## [Task instructions]
Restate, exactly and without pictures, the lines from the start of the listing below through the line holding "font-size:13px; font-weight:400; color:#a3a3aa".

## [Exercise inputs]
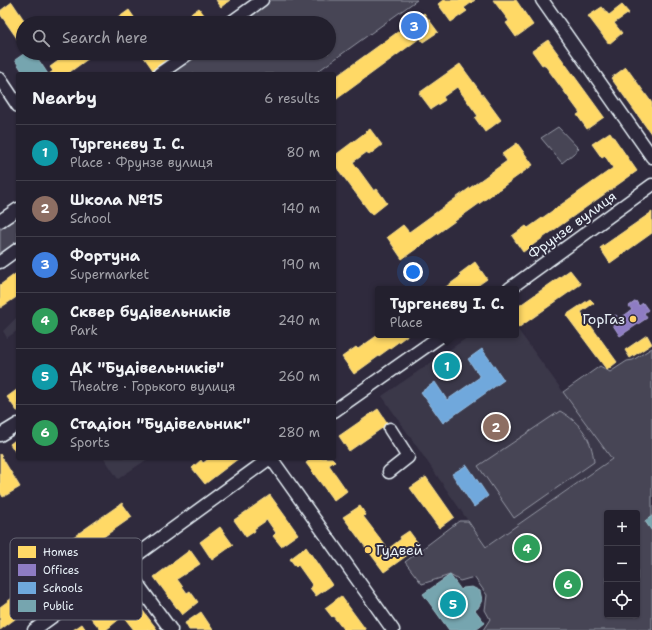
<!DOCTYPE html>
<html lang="en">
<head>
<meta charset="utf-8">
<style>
  body { margin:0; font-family:"Shantell Sans",sans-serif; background:#2b2836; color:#f1f3f6 }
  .controls { position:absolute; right:12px; bottom:12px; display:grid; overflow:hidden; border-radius:4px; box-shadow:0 1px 3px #0004 }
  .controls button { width:36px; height:36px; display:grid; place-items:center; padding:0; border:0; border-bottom:1px solid #403e4a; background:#23202e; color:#f1f3f6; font:20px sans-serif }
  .you { position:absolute; left:413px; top:272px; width:14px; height:14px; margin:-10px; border:3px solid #fff; border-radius:50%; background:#1a73e8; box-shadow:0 0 0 6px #1a73e833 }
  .badge { display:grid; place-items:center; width:26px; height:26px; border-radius:50%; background:#8c9099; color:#fff; font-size:13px; font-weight:700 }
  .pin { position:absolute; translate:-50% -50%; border:2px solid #fff; box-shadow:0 1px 4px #0006 }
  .popup { position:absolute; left:375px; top:286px; width:144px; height:52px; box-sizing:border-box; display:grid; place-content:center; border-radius:4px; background:#23202e; filter:drop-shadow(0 1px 3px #0005); font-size:13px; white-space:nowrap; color:#a3a3aa }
  .popup b { font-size:15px; color:#f1f3f6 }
  .popup::after { content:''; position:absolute; left:50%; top:100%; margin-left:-8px; border:8px solid transparent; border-top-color:#23202e }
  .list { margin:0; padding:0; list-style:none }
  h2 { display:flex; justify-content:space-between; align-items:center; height:52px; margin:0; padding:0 16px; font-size:17px }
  h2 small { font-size:13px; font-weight:400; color:#a3a3aa }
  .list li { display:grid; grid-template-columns:26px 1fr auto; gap:12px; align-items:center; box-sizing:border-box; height:56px; padding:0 16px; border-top:1px solid #403e4a }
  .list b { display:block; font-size:15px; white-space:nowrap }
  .list p { margin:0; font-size:13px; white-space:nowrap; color:#a3a3aa }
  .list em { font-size:13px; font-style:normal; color:#a3a3aa }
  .icon { flex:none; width:22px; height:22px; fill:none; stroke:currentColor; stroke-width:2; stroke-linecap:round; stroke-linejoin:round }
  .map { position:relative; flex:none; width:652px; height:630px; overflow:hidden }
  .search { position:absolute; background:#23202e; box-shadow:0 1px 3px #0004; left:16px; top:16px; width:320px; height:44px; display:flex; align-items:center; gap:10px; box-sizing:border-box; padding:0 14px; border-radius:22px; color:#a3a3aa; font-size:15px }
  .panel { position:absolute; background:#23202e; box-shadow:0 1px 3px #0004; left:16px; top:72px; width:320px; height:388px; border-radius:4px }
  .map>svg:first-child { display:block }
  .built { fill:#3b3749 }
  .green { fill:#464455; stroke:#979aa6; fill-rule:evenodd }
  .homes { fill:#ffd966; stroke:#f8e092 }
  .offices { fill:#8e7cc3; stroke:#a99fd3 }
  .schools { fill:#6fa8dc; stroke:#93bee4 }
  .public { fill:#76a5af; stroke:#98bcc5 }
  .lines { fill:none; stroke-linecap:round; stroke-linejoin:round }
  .minor-casing { stroke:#e8f1f8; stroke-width:15 }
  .minor { stroke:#2f2a3d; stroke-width:12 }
  .poi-dot { fill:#ffd166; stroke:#2f2a3d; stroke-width:1.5 }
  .labels { text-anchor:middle; stroke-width:4; stroke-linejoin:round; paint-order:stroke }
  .street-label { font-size:14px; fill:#e8f1f8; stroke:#2f2a3d }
  .poi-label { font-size:14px; fill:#e8f1f8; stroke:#2f2a3d; text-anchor:end }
  .key { fill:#2f2a3d; stroke:#666675; stroke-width:1 }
  .key-label { font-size:11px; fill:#e8f1f8 }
</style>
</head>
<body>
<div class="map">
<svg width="652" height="630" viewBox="0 0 652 630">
  <rect width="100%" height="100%" fill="#2f2a3d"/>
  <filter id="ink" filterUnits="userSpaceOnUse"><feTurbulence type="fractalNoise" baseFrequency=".025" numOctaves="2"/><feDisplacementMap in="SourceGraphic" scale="8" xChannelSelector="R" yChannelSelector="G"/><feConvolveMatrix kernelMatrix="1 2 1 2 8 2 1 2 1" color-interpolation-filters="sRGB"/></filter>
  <g filter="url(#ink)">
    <path class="built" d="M18,316V330L7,338L3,331Z
      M516,327L612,459L486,547L382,396L471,335H516Z
      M104,458H149L118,479Z"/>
    <path class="green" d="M269,0H417L314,74H164L194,53H329V23H236Z
      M558,127L579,149L562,163L541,138Z
      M18,217V245L0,258V230Z
      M652,348V516L645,521L652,531V630H483L490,619L485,610L487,595L474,577L460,581L450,575L422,584L405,562L459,521H468L486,547L612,459L563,392L600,366L610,372L627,361L633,360ZM607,513H637V615H607Z
      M560,411C581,423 592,439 594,462L514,518L478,466Z"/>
    <path class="homes" d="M216,0H230L221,7Z
      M443,0H475L464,8L467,11L451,22L438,4Z
      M493,0H516L533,25L516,37L506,23L509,21Z
      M12,2L26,23H23V47L0,14V11Z
      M622,5L629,13L614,23L622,33L609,44L588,16L602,7L609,15Z
      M199,8L210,23H185L187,21L185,18Z
      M129,10L138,23H111Z
      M424,13L438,32L423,42L420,38L334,101V78Z
      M548,40L604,117L587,129L577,115L580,113L544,64L542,65L532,51Z
      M69,53H96L67,74H49L53,71L50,67Z
      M141,53H166L170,58L153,70Z
      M460,64L501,120L485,132L475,118L478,116L457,87L443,97L445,100L431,109L419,93Z
      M626,67L652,103V135L611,78Z
      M370,129L382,145L369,155L367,152L353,162L374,191L377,189L387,203L372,215L334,164V156Z
      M610,132L637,171L523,252L512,236L526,226L528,228L613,168L605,156L602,158L592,144Z
      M517,143L533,165L402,259L387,237L403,225L409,232L507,161L502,154Z
      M652,212V233L610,263L600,248Z
      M475,262L487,279L473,289H443L461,276L459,274Z
      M570,270L581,284L518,328L516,325V308Z
      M18,272V296L0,308V285Z
      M590,299L594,303L581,312L617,362L607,370L566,315Z
      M378,335H408L354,374L342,357L356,347L358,349Z
      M647,335L652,344L630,358L625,350Z
      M18,389V411H17L7,397Z
      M378,409L388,424L349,451L339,436Z
      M18,438V456L10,444Z
      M0,454L20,487L3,497L0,492Z
      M210,458H239L205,484L192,468L201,460L203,463Z
      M312,458H332L335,461L329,465L347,491L334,501L306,463Z
      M426,477L454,517L439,528L410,488Z
      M270,495L298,534L281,546L273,536L276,533L267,520L254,529L255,531L246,537L234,520Z
      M122,503L132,517L79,554L69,540Z
      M360,506L366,515L363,516L388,549L401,539L400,537L409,531L420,546L384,572L343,517Z
      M220,527L233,545L212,560L200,542Z
      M56,537L83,575L41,604L29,586L41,577L43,580L57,570L51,562L48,564L38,550Z
      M306,547L332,585L316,596L310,588L313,586L298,565L296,567L290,559Z
      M190,550L200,564L177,579L187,593L190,591L198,602L182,615L154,577Z
      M127,590L156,628L157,630H134L123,616L106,630H101L91,618Z
      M19,593L30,608L0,630V607Z
      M341,596L366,630H342L343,629L333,616L332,617L325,608Z
      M201,612L213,630H189L185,623Z
      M82,624L86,630H73Z"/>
    <path class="offices" d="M636,301L639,306L643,303L648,310L644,313L647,318L620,336L609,319L616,315L619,319L632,310L629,306Z"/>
    <path class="schools" d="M482,349L504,380L443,423L421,392L435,382L447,400L480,377L468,359Z
      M467,465L488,496L474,507L452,474Z"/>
    <path class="public" d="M25,53H34L48,74H24L15,60Z
      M652,516V531L645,521Z
      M450,575L461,590L463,588L472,587L480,591L482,600L478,608L475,610L485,623L476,630H449L423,594Z"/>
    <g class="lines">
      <defs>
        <path id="minor" d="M542,0L652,157
          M230,23L262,0
          M159,74L189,53
          M0,79L18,106
          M0,221L18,209
          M0,262L18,249
          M509,289L652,185
          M334,411L442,335
          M0,435L18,424
          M271,458L393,630
          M389,472L408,457L390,429
          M123,564L171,630
          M34,630L270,458"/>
      </defs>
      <use href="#minor" class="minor-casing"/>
      <use href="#minor" class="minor"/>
    </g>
  </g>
  <g class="poi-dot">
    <circle cx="633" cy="319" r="4"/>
    <circle cx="368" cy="550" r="4"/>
  </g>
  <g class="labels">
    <g class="street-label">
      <text transform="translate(572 225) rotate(-36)" y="5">Фрунзе вулиця</text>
    </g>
    <g class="poi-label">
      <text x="625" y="324">ГорГаз</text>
      <text x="376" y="555" text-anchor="start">Гудвей</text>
    </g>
  </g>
  <rect x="10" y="538" width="132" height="82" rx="6" class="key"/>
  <rect x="18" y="546" width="18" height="12" fill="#ffd966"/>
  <rect x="18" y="564" width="18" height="12" fill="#8e7cc3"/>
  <rect x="18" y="582" width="18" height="12" fill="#6fa8dc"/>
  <rect x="18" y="600" width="18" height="12" fill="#76a5af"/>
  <g class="key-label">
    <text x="43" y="556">Homes</text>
    <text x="43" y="574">Offices</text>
    <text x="43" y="592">Schools</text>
    <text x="43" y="610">Public</text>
  </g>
</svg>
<div class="controls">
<button>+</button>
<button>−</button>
<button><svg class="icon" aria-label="locate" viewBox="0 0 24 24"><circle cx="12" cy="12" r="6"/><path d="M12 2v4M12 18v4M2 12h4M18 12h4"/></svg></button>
</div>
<div class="you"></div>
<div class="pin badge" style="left:447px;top:366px;background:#0f9aa8">1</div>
<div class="popup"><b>Тургенєву І. С.</b>Place</div>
<div class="pin badge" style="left:496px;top:427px;background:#8d6e63">2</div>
<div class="pin badge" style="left:414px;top:26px;background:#3f7fe0">3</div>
<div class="pin badge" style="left:527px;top:548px;background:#2e9e5b">4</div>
<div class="pin badge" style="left:453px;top:604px;background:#0f9aa8">5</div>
<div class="pin badge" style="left:568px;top:584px;background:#2e9e5b">6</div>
<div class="search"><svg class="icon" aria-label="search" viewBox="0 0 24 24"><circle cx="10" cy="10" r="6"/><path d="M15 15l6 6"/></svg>Search here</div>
<section class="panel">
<h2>Nearby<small>6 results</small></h2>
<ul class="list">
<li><span class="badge" style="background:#0f9aa8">1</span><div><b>Тургенєву І. С.</b><p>Place · Фрунзе вулиця</p></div><em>80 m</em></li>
<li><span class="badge" style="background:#8d6e63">2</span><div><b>Школа №15</b><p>School</p></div><em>140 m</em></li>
<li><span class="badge" style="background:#3f7fe0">3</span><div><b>Фортуна</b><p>Supermarket</p></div><em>190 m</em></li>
<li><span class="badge" style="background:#2e9e5b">4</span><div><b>Сквер будівельників</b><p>Park</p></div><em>240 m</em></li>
<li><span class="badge" style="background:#0f9aa8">5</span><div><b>ДК &quot;Будівельників&quot;</b><p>Theatre · Горького вулиця</p></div><em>260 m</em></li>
<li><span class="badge" style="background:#2e9e5b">6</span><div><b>Стадіон &quot;Будівельник&quot;</b><p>Sports</p></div><em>280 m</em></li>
</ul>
</section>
</div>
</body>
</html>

## [Solution for this exercise]
<!DOCTYPE html>
<html lang="en">
<head>
<meta charset="utf-8">
<style>
  body { margin:0; font-family:"Shantell Sans",sans-serif; background:#2b2836; color:#f1f3f6 }
  .controls { position:absolute; right:12px; bottom:12px; display:grid; overflow:hidden; border-radius:4px; box-shadow:0 1px 3px #0004 }
  .controls button { width:36px; height:36px; display:grid; place-items:center; padding:0; border:0; border-bottom:1px solid #403e4a; background:#23202e; color:#f1f3f6; font:20px sans-serif }
  .you { position:absolute; left:413px; top:272px; width:14px; height:14px; margin:-10px; border:3px solid #fff; border-radius:50%; background:#1a73e8; box-shadow:0 0 0 6px #1a73e833 }
  .badge { display:grid; place-items:center; width:26px; height:26px; border-radius:50%; background:#8c9099; color:#fff; font-size:13px; font-weight:700 }
  .pin { position:absolute; translate:-50% -50%; border:2px solid #fff; box-shadow:0 1px 4px #0006 }
  .popup { position:absolute; left:375px; top:286px; width:144px; height:52px; box-sizing:border-box; display:grid; place-content:center; border-radius:4px; background:#23202e; filter:drop-shadow(0 1px 3px #0005); font-size:13px; white-space:nowrap; color:#a3a3aa }
  .popup b { font-size:15px; color:#f1f3f6 }
  .popup::after { content:''; position:absolute; left:50%; top:100%; margin-left:-8px; border:8px solid transparent; border-top-color:#23202e }
  .list { margin:0; padding:0; list-style:none }
  h2 { display:flex; justify-content:space-between; align-items:center; height:52px; margin:0; padding:0 16px; font-size:17px }
  h2 small { font-size:13px; font-weight:400; color:#a3a3aa }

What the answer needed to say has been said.